Assigned task ▸
All lines below containing "Avenida" are to be listed.

[Collected data]
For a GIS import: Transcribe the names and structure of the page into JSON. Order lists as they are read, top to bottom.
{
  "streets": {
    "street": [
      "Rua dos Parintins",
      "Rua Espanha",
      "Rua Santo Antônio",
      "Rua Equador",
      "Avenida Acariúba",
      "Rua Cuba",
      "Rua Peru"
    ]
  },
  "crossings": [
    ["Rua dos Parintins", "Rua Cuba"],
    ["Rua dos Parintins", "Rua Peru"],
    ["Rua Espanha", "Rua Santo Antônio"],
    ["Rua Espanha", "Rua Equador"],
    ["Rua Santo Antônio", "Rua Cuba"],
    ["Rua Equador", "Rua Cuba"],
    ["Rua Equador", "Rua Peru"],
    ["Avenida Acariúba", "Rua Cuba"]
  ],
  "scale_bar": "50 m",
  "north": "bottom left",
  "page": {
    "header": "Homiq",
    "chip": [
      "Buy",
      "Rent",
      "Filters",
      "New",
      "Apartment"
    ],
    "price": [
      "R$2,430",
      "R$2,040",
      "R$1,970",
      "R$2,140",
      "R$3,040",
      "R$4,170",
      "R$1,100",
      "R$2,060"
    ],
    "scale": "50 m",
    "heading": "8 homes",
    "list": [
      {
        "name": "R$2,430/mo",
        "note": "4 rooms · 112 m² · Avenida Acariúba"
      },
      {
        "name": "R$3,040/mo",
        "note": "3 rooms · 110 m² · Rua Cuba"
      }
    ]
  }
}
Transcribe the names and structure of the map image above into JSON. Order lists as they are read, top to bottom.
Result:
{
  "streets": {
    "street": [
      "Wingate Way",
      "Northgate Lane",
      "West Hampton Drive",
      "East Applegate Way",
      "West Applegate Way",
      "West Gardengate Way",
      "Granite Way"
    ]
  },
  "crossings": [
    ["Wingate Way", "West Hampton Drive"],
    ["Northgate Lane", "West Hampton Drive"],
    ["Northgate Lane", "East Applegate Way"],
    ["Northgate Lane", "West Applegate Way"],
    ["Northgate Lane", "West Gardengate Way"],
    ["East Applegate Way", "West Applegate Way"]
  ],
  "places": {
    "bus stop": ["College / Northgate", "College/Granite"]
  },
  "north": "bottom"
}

Solution to this task ▸
      "Avenida Acariúba",
    ["Avenida Acariúba", "Rua Cuba"]
        "note": "4 rooms · 112 m² · Avenida Acariúba"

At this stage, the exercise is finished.